**Task instructions**. The lines of the records that include "Drive" should all be copied.

[Stored items]

=== Begin Enclosure ===

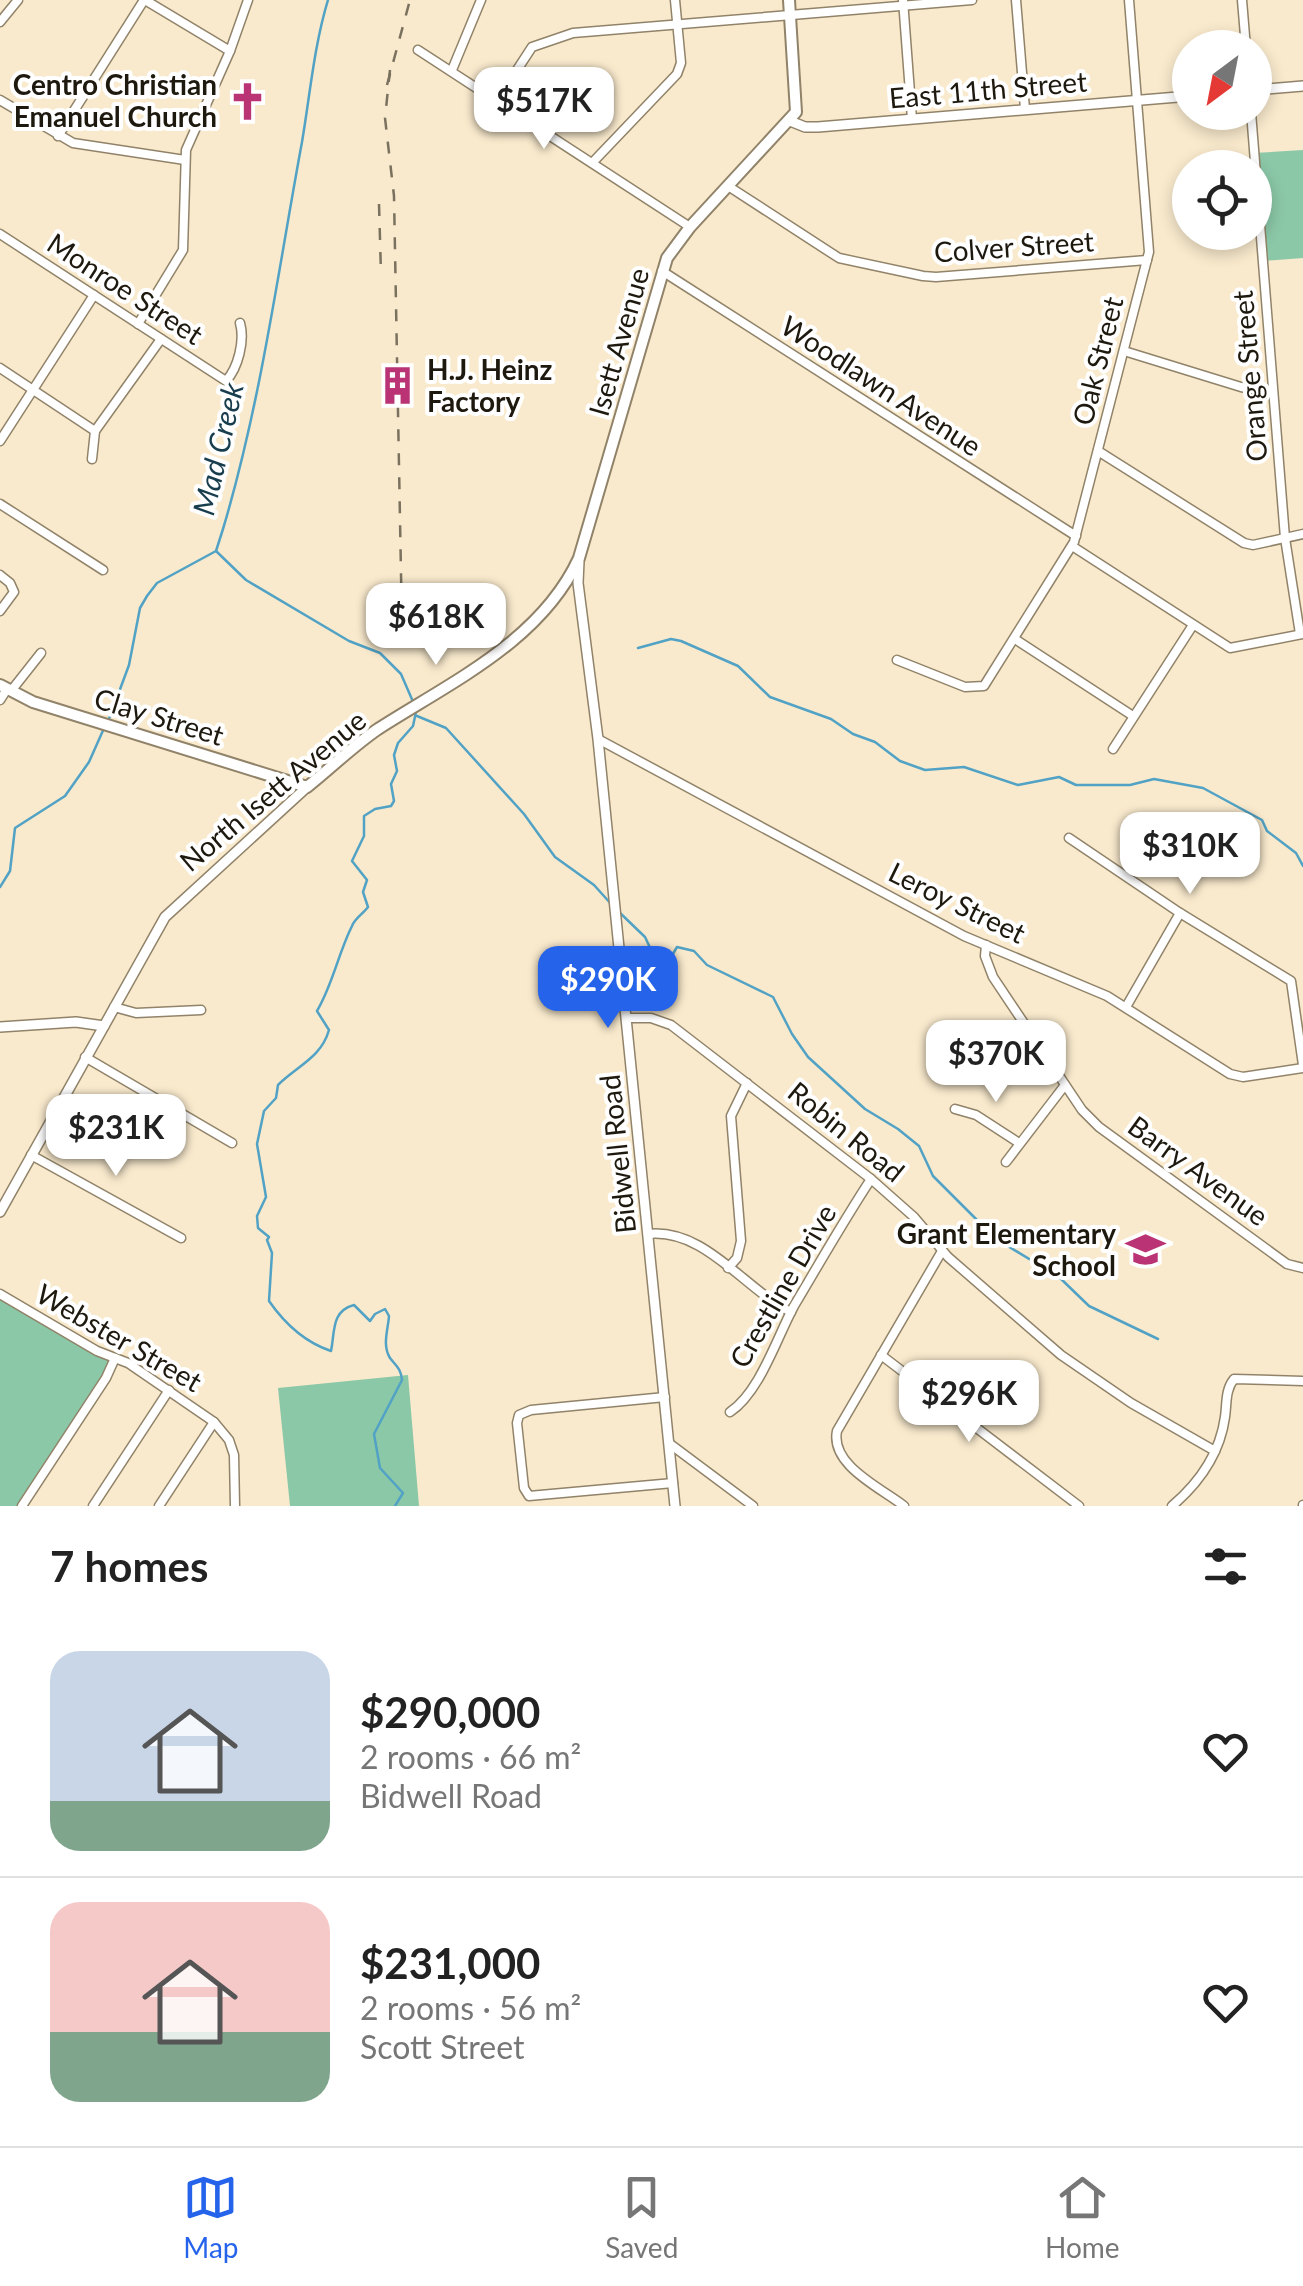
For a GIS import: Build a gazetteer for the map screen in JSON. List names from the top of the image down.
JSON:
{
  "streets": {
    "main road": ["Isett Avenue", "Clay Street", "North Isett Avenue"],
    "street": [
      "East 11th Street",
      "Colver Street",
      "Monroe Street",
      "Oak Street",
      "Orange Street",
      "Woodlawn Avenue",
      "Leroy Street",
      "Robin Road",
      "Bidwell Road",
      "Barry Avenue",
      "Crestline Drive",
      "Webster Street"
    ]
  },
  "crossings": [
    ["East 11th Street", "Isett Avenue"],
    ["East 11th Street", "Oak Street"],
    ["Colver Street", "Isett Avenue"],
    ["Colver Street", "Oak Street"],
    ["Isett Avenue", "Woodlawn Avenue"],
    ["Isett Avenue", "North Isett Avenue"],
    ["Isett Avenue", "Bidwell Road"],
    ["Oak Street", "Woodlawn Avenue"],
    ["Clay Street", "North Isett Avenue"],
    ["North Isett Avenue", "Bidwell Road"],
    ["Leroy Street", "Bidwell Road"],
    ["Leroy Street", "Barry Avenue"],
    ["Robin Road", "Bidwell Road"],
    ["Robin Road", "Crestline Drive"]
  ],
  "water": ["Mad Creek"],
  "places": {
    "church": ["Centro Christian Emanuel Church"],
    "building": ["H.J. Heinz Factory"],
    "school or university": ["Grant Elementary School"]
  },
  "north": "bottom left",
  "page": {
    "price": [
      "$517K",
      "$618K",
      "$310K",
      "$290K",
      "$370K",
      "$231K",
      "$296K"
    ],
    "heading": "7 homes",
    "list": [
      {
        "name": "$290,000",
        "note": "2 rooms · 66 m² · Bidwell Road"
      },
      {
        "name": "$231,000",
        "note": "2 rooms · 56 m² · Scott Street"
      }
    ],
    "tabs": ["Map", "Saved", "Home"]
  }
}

=== End Enclosure ===

**Answer to this exercise**.
      "Crestline Drive",
    ["Robin Road", "Crestline Drive"]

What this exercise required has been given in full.